Владимир посмотрел на боярина Ивана с досадой. Нашел, мол, время для таких пустяков. Тут дела поважнее обсудить надо срочно, а он про пустую грамоту, что уговорили его отправить в Киев из Чернигова. Не понял Владимир и взгляда воеводы Войтишича, которым тот боярина одарил. Глянул быстро и отвернулся, покручивая ус. И тут раздался голос, прокатившийся по двору как гром среди ясного неба:
– Тут я, княже, тут я, боярин Иван!
Все обернулись и увидели, как к княжьим хоромам идет Муромец, щуря глаза. Борода на скулах ходуном ходит, желваки играют. И ведет он какого-то человека, придерживая за плечо.

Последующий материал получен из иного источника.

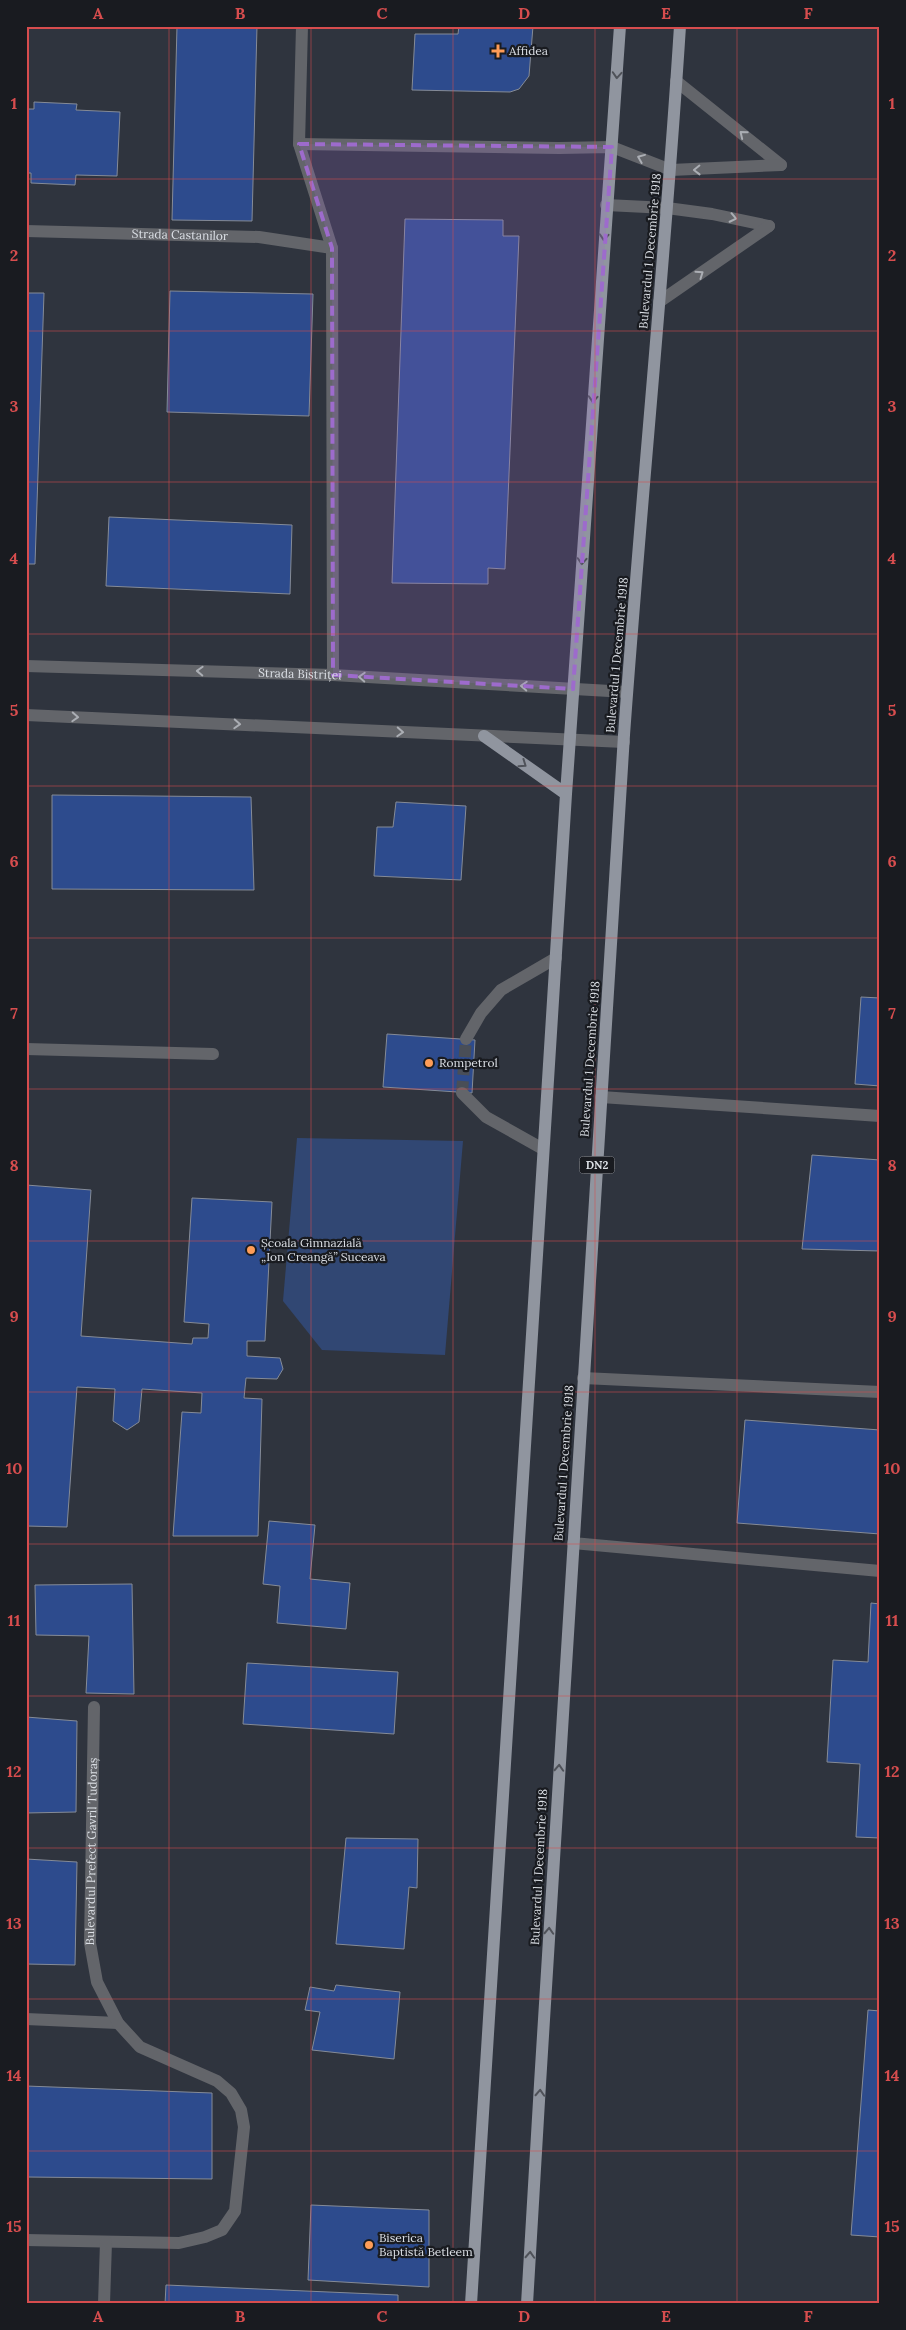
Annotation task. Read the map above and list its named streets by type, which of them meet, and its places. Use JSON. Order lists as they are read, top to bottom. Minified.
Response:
{"streets":{"main road":["Bulevardul 1 Decembrie 1918","DN2"],"street":["Strada Castanilor","Strada Bistriței","Bulevardul Prefect Gavril Tudoraș"]},"crossings":[["Bulevardul 1 Decembrie 1918","Strada Bistriței"]],"places":{"health":["Affidea"],"other":["Rompetrol","Școala Gimnazială „Ion Creangă” Suceava","Biserica Baptistă Betleem"]},"grid":{"columns":["A","B","C","D","E","F"],"rows":["1","2","3","4","5","6","7","8","9","10","11","12","13","14","15"]}}
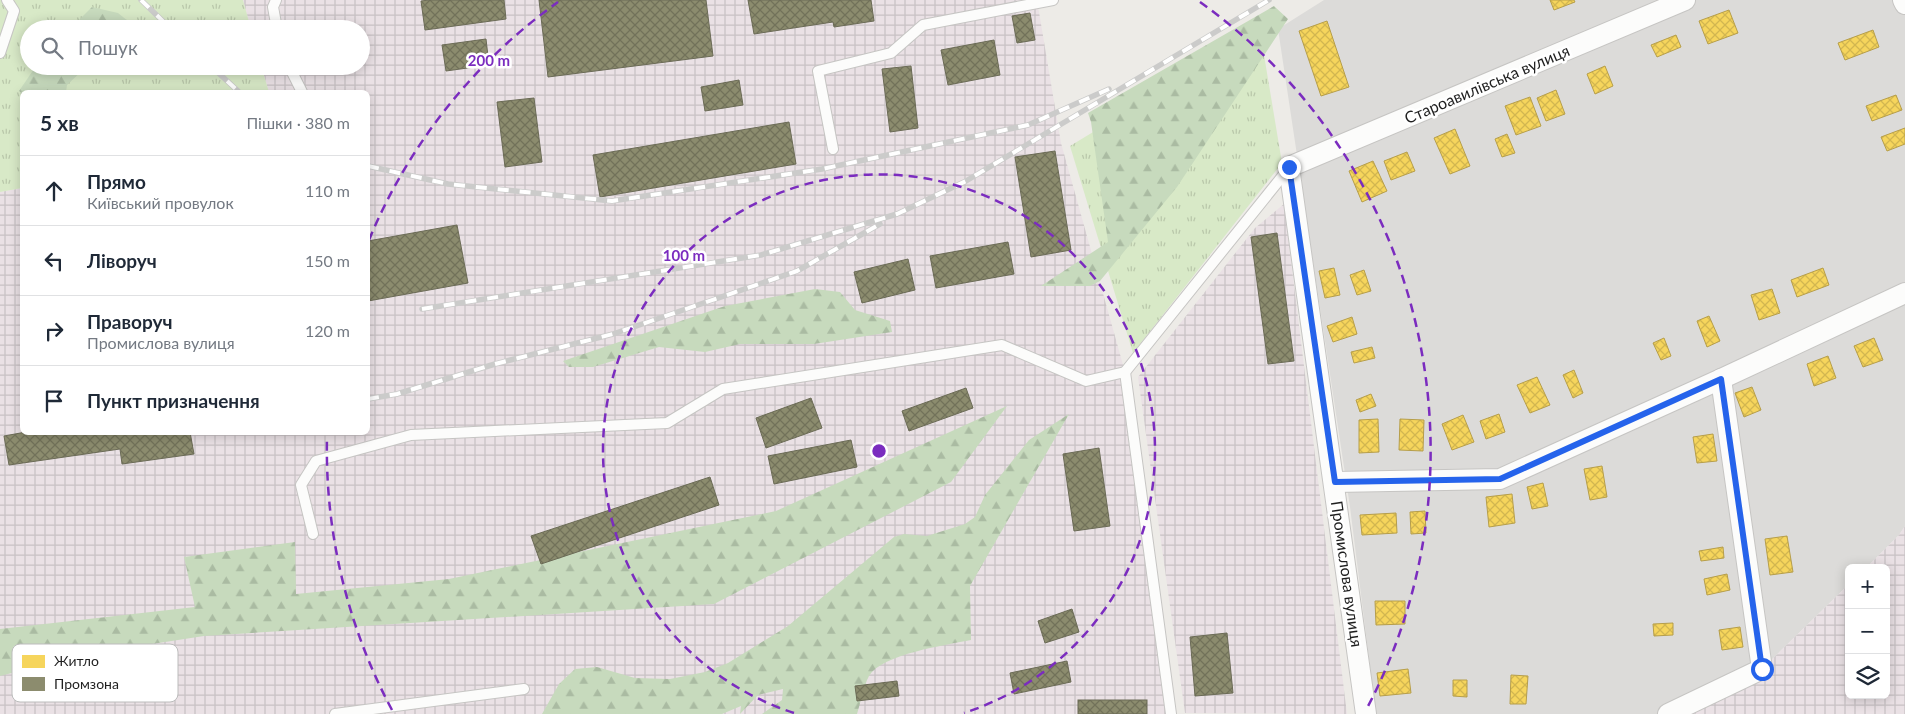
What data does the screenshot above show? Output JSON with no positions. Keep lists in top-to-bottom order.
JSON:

Мужик под рукой Ильи горбился, бегал глазами по рядам дружинников и горожан, что пришли встречать рать из похода. Илья подошел, стиснул плечо мужика и, приложив руку к своей груди возле сердца, заговорил:
– Прости, княже, что беспокою тебя с дороги, только измена вокруг тебя вьется, к ногам твоим подбирается, укусить хочет и тебя, и тех, кто тебе верен, кто с тобой за землю русскую бьется.
– О чем ты? – спросил князь, пока никто не решился перебить и с вопросами сунуться.
– Вот он! – Илья подтолкнул вперед Трифона. – Готов на кресте поклясться и милости просить твоей, княже. А вина его в том, что со своими дружками послан был меня в дороге убить и грамотой твоей завладеть. Других я всех побил в честном бою, а этого, что у них старшим был, с собой привез. Обещал он мне показать, кто из ближних тебе, княже, велел ему это злодейство учинить.
Зашумели дружинники и горожане. Владимир поморщился, как от зубной боли, и замахал рукой, призывая к тишине. Воевода Роман тоже повернулся к воям и зычно прикрикнул на них.
И в этот момент, неожиданно для всех, и прежде всего для самого Муромца, боярин Глызарь выхватил саблю.
– Так смертью карать! – выкрикнул боярин и рубанул Трифона наискось по голове.
Илья вскрикнул и бросился вперед, но было поздно. Разбойник упал, зажав голову руками; между пальцев бежала кровь, заливая грудь. Муромец подхватил Трифона, но тот уже не стоял на слабеющих ногах.
– Все знать должны, – вытирая пучком травы окровавленную саблю, заявил боярин, – что за злодейство кара у нас одна. Никому не спустим, никто не смеет княжеских гонцов трогать да на княжеское добро посягать безнаказанно.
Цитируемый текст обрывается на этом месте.